Di granchi, vulcani, distanze e salti tecnologici. Ovvero il caos.

Ho sempre viaggiato molto e l’ho sempre fatto un po’ d’istinto. Sarà che ho sempre letto moltissimo, fin da piccolina. Sarà che ho sempre avuto molta fantasia e quei posti che leggevo sui libri me li sono sempre immaginati e ho sempre sognato di andarci.

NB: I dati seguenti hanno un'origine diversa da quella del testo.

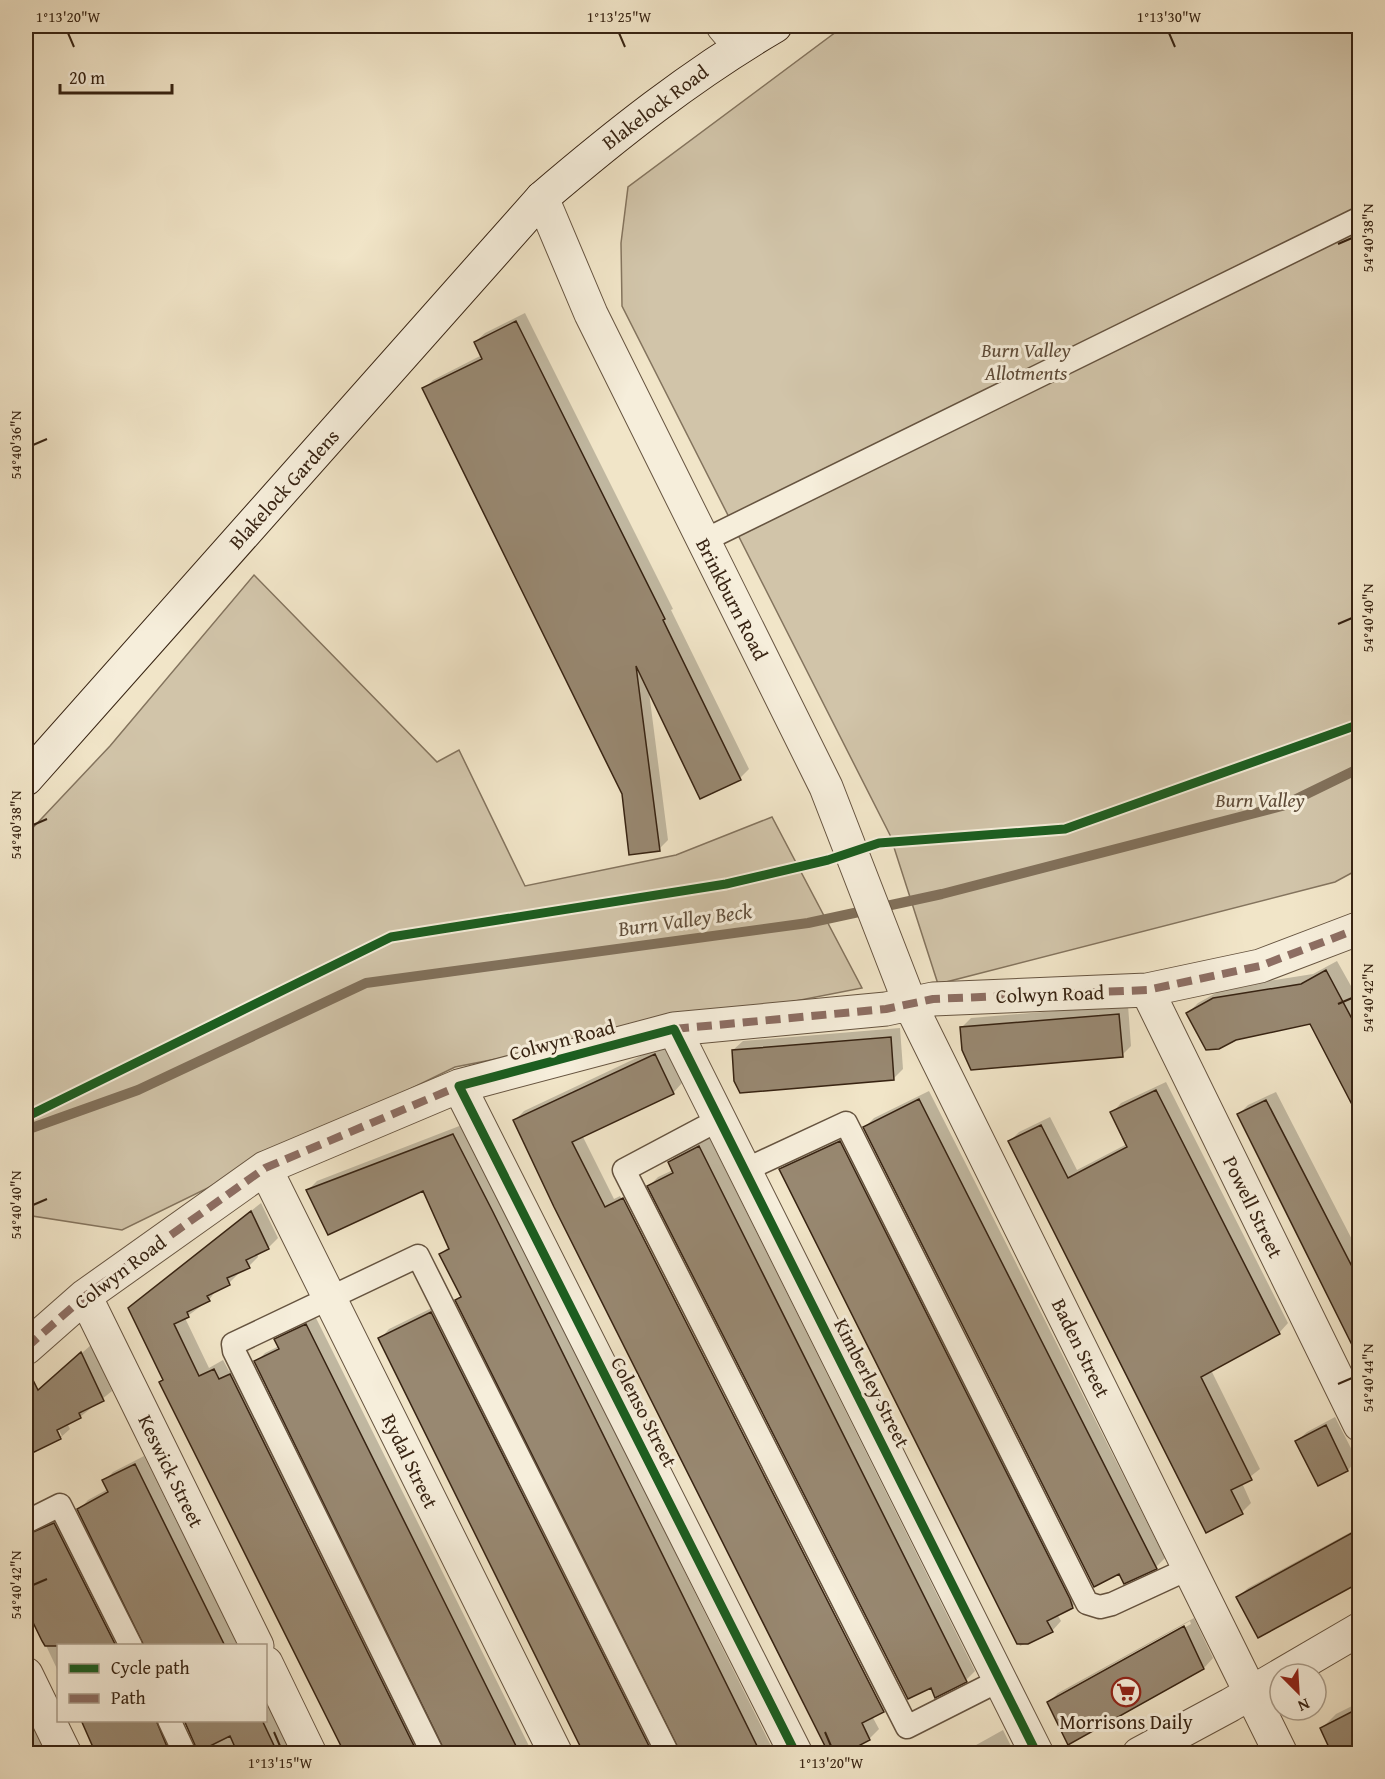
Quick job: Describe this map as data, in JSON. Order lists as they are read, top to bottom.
{
  "streets": {
    "street": [
      "Blakelock Road",
      "Blakelock Gardens",
      "Brinkburn Road",
      "Colwyn Road",
      "Powell Street",
      "Baden Street",
      "Kimberley Street",
      "Colenso Street",
      "Rydal Street",
      "Keswick Street"
    ]
  },
  "crossings": [
    ["Blakelock Road", "Blakelock Gardens"],
    ["Blakelock Road", "Brinkburn Road"],
    ["Blakelock Gardens", "Brinkburn Road"],
    ["Brinkburn Road", "Colwyn Road"],
    ["Brinkburn Road", "Baden Street"],
    ["Colwyn Road", "Powell Street"],
    ["Colwyn Road", "Baden Street"],
    ["Colwyn Road", "Kimberley Street"],
    ["Colwyn Road", "Colenso Street"],
    ["Colwyn Road", "Rydal Street"],
    ["Colwyn Road", "Keswick Street"]
  ],
  "water": ["Burn Valley Beck"],
  "parks": ["Burn Valley Allotments", "Burn Valley"],
  "places": {
    "supermarket": ["Morrisons Daily"]
  },
  "legend": ["Cycle path", "Path"],
  "scale_bar": "20 m",
  "north": "bottom right",
  "coordinates": [
    "1°13'20\"W",
    "1°13'25\"W",
    "1°13'30\"W",
    "54°40'38\"N",
    "54°40'36\"N",
    "54°40'40\"N",
    "54°40'42\"N",
    "54°40'44\"N",
    "1°13'15\"W"
  ]
}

Non sono un’anima in pena, non mi sposto perchè non mi sento a mio agio in un posto o in un altro. Io sto bene ovunque. Sto benissimo da sola. Sono solo curiosa, assetata di posti, culture, lingue. Sono una ottimista, trovo il bello in ogni cosa. Sono così. C’è chi mi odia per questo, ma cosa ci devo fare? Sono così. Punto.

Per questo non ho mai avuto paura di prendere valige e andar via. Ho sempre spronato io il Prof. a girare e cambiare. Lui è più riflessivo, più timoroso. Il granchietto che si ripara sotto alla sabbia. Tiene le chele appena fuori, con gli occhi scruta, ma ci mette un po’. Io sono il vulcano. Io sono il caos nella sua vita. Io sono il bimbo che prende il granchio con la forza e lo spinge in acqua, nel posto in cui vorrebbe davvero essere ma ha avuto paura ad andarci. Poi è contento, lo vedi che muove le chele e nuota come un delfino.

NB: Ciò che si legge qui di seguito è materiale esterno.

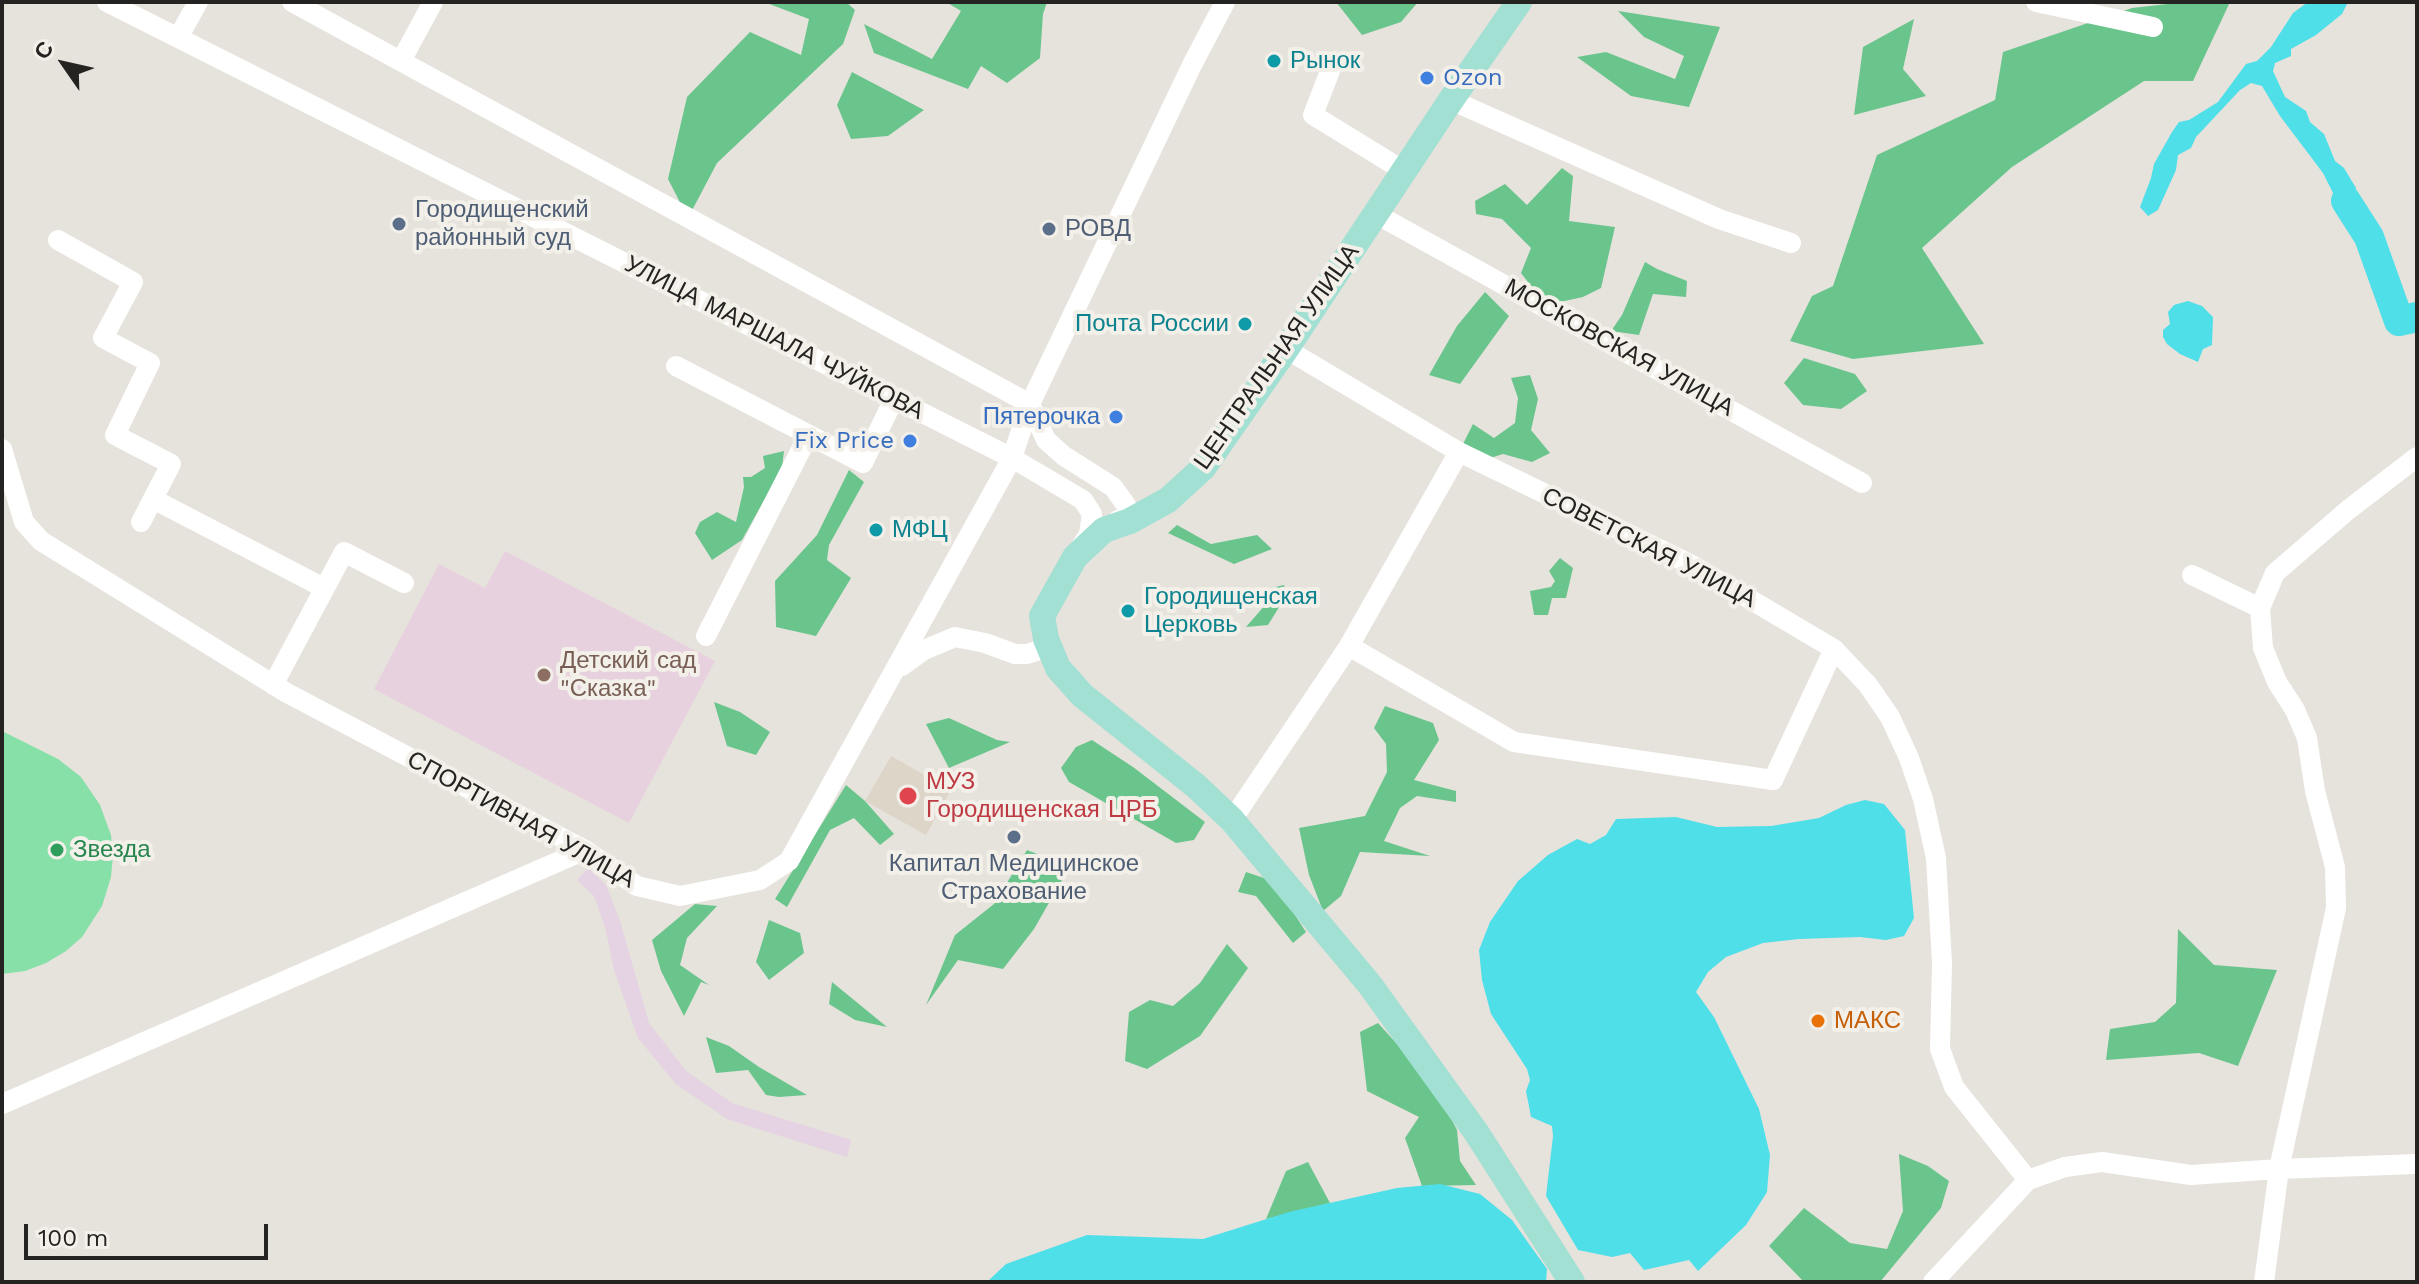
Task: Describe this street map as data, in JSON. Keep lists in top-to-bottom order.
{
  "streets": {
    "main road": ["ЦЕНТРАЛЬНАЯ УЛИЦА"],
    "street": [
      "УЛИЦА МАРШАЛА ЧУЙКОВА",
      "МОСКОВСКАЯ УЛИЦА",
      "СОВЕТСКАЯ УЛИЦА",
      "СПОРТИВНАЯ УЛИЦА"
    ]
  },
  "crossings": [
    ["УЛИЦА МАРШАЛА ЧУЙКОВА", "СПОРТИВНАЯ УЛИЦА"],
    ["МОСКОВСКАЯ УЛИЦА", "ЦЕНТРАЛЬНАЯ УЛИЦА"],
    ["ЦЕНТРАЛЬНАЯ УЛИЦА", "СОВЕТСКАЯ УЛИЦА"]
  ],
  "places": [
    "Рынок",
    "Ozon",
    "Городищенский районный суд",
    "РОВД",
    "Почта России",
    "Пятерочка",
    "Fix Price",
    "МФЦ",
    "Городищенская Церковь",
    "Детский сад \"Сказка\"",
    "МУЗ Городищенская ЦРБ",
    "Капитал Медицинское Страхование",
    "Звезда",
    "МАКС"
  ],
  "scale_bar": "100 m",
  "north": "top left"
}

E così mi son sempre mossa ed ho avuto anche la fortuna di riuscire a vivere per un po’ in più di un posto. Per la mia famiglia ogni volta è uno shock, sarà che li avverto sempre all’ultimo momento. Sono dell’idea che non ha senso anticipargli la cosa sei mesi prima, sarebbero mesi di inutili sofferenze e ansie. Meglio metterli davanti al fatto stesso quando è quasi ora. Ormai si sono abituati ed è incredibile come ogni volta mi stupiscano.

Finchè si è trattato di viaggi di piacere, la distanza non ha mai dato problemi, al massimo sono durati un mese, poco niente. Quando però ho cominciato a star via di più si è sempre trovato un modo per sentirsi spesso.

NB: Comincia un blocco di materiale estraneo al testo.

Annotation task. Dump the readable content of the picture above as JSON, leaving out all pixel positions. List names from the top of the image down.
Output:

Quando, dopo la laurea, ho vinto una borsa di studio/lavoro e sono andata qualche mese in UK, ci si sentiva per telefono. C’erano le schede prepagate, si andava nelle cabine, si componevano codici di 10.000 cifre e si riusciva a chiaccherare qualche minuto. Ok, c’era già internet ma i miei sono degli anni quaranta, sapevano usare macchina da scrivere e calcolatrice ma nulla di più. Poi per tre mesi il telefono bastava.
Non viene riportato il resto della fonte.